• _Problem description_
Output each line of the data word for word, from the first through the line that holds "position:absolute; left:594px; top:15px;", and leave off whatever follows.

• _Dataset records_
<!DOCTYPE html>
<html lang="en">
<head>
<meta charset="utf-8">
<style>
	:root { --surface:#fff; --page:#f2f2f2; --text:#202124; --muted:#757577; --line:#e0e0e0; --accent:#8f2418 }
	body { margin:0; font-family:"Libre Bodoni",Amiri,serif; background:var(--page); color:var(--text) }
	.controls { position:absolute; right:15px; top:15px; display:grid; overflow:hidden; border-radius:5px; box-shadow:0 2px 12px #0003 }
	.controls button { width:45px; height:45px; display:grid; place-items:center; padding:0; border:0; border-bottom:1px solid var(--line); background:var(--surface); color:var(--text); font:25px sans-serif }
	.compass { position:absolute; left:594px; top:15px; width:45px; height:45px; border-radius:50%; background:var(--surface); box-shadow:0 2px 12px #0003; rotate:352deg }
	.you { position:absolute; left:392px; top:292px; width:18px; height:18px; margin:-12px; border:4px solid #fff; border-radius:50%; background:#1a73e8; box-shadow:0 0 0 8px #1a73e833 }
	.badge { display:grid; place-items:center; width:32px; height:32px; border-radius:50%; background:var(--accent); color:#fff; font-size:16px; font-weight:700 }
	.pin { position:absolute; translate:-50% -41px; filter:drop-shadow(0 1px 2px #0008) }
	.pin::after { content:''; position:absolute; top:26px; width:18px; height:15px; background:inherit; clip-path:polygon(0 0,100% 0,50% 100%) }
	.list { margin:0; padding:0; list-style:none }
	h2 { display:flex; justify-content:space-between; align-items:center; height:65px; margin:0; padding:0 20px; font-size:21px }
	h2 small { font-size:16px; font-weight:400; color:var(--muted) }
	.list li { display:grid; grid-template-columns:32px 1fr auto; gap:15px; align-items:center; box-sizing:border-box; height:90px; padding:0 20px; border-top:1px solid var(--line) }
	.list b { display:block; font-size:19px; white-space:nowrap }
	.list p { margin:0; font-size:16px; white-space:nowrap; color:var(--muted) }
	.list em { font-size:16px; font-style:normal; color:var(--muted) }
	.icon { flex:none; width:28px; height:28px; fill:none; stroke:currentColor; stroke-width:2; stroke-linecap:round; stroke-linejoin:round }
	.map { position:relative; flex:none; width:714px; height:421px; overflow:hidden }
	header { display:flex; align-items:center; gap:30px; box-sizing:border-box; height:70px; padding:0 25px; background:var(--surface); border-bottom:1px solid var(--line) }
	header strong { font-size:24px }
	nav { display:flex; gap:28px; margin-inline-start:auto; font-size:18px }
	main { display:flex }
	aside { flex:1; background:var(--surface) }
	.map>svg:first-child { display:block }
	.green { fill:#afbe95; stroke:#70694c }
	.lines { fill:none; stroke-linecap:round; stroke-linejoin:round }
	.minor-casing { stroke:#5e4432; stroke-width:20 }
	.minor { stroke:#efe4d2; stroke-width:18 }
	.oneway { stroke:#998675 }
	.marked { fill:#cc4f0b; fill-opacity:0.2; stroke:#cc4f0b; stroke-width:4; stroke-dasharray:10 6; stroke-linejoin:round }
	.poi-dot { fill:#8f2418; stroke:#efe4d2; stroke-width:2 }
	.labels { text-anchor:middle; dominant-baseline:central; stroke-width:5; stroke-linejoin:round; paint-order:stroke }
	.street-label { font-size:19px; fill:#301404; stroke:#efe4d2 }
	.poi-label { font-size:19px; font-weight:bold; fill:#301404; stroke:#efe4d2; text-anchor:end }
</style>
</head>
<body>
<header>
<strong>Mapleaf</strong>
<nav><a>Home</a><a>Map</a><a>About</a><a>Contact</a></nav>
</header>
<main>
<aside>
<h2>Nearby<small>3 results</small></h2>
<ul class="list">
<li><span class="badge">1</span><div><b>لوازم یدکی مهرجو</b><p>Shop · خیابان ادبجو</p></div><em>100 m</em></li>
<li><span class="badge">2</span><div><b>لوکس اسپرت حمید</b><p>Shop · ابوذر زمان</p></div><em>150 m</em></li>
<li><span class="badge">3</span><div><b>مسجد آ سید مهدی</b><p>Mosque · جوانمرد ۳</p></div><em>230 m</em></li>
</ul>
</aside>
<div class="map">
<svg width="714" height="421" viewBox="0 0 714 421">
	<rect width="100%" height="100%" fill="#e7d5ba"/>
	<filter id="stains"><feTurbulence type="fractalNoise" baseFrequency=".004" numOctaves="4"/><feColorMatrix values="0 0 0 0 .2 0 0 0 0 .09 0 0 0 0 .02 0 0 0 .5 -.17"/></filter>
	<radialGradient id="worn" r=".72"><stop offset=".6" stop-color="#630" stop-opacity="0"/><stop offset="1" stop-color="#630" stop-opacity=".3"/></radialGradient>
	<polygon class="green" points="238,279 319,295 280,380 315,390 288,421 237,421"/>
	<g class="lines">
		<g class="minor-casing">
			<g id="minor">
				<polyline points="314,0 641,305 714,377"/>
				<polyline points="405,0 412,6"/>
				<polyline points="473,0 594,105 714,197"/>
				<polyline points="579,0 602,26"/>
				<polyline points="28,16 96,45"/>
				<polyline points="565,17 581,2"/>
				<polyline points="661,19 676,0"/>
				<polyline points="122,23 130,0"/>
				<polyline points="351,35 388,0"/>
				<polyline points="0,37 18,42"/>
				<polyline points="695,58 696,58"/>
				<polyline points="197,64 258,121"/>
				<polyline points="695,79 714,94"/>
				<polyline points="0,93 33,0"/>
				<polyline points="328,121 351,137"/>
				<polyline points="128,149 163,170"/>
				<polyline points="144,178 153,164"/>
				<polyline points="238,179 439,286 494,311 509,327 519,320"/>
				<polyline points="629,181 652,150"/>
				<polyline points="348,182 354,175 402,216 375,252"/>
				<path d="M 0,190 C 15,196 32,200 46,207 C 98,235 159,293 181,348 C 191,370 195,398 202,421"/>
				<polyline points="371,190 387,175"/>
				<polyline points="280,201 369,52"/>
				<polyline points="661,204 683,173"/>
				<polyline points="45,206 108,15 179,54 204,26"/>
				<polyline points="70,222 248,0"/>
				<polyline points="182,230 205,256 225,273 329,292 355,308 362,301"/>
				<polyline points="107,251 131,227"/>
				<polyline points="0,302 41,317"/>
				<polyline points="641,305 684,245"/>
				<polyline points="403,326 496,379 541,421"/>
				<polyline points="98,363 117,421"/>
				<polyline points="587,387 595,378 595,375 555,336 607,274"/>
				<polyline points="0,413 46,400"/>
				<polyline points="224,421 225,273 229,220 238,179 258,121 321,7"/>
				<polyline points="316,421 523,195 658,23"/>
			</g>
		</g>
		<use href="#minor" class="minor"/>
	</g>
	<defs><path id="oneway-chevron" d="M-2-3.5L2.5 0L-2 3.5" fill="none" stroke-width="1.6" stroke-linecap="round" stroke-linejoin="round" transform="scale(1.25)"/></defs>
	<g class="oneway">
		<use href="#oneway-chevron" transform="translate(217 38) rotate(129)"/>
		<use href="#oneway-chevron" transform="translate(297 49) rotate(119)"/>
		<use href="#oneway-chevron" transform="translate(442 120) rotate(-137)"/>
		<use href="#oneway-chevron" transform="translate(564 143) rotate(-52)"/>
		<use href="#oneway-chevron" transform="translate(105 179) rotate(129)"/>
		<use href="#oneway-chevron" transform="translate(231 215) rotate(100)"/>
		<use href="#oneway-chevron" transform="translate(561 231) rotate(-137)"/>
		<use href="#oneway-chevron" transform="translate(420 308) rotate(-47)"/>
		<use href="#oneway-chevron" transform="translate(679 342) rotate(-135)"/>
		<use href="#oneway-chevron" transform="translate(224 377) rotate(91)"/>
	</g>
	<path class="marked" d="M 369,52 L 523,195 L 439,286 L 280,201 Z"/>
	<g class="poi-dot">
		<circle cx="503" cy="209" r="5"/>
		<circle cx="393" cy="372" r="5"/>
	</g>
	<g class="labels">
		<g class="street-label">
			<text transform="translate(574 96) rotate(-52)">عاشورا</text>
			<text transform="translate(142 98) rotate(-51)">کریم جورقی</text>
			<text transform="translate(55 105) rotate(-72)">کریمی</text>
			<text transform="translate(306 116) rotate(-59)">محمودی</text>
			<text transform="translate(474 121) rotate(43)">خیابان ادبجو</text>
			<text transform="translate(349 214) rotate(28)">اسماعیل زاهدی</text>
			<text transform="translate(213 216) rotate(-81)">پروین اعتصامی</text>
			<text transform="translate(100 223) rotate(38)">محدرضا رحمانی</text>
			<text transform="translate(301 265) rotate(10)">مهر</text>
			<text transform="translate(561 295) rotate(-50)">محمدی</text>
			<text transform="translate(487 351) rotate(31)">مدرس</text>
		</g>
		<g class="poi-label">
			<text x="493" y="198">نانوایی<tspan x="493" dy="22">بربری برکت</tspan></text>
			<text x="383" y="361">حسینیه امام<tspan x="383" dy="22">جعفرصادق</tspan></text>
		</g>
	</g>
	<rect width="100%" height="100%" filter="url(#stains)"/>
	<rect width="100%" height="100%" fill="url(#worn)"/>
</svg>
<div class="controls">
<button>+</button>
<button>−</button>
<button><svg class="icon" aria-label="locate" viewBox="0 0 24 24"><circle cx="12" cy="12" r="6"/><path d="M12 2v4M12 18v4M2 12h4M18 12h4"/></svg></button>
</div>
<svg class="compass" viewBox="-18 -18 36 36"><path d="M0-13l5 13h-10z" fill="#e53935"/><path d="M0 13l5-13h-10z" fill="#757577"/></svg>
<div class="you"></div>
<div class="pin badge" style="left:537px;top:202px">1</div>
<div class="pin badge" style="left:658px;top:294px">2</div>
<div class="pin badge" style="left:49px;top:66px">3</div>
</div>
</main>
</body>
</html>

• _Response to the task_
<!DOCTYPE html>
<html lang="en">
<head>
<meta charset="utf-8">
<style>
	:root { --surface:#fff; --page:#f2f2f2; --text:#202124; --muted:#757577; --line:#e0e0e0; --accent:#8f2418 }
	body { margin:0; font-family:"Libre Bodoni",Amiri,serif; background:var(--page); color:var(--text) }
	.controls { position:absolute; right:15px; top:15px; display:grid; overflow:hidden; border-radius:5px; box-shadow:0 2px 12px #0003 }
	.controls button { width:45px; height:45px; display:grid; place-items:center; padding:0; border:0; border-bottom:1px solid var(--line); background:var(--surface); color:var(--text); font:25px sans-serif }
	.compass { position:absolute; left:594px; top:15px; width:45px; height:45px; border-radius:50%; background:var(--surface); box-shadow:0 2px 12px #0003; rotate:352deg }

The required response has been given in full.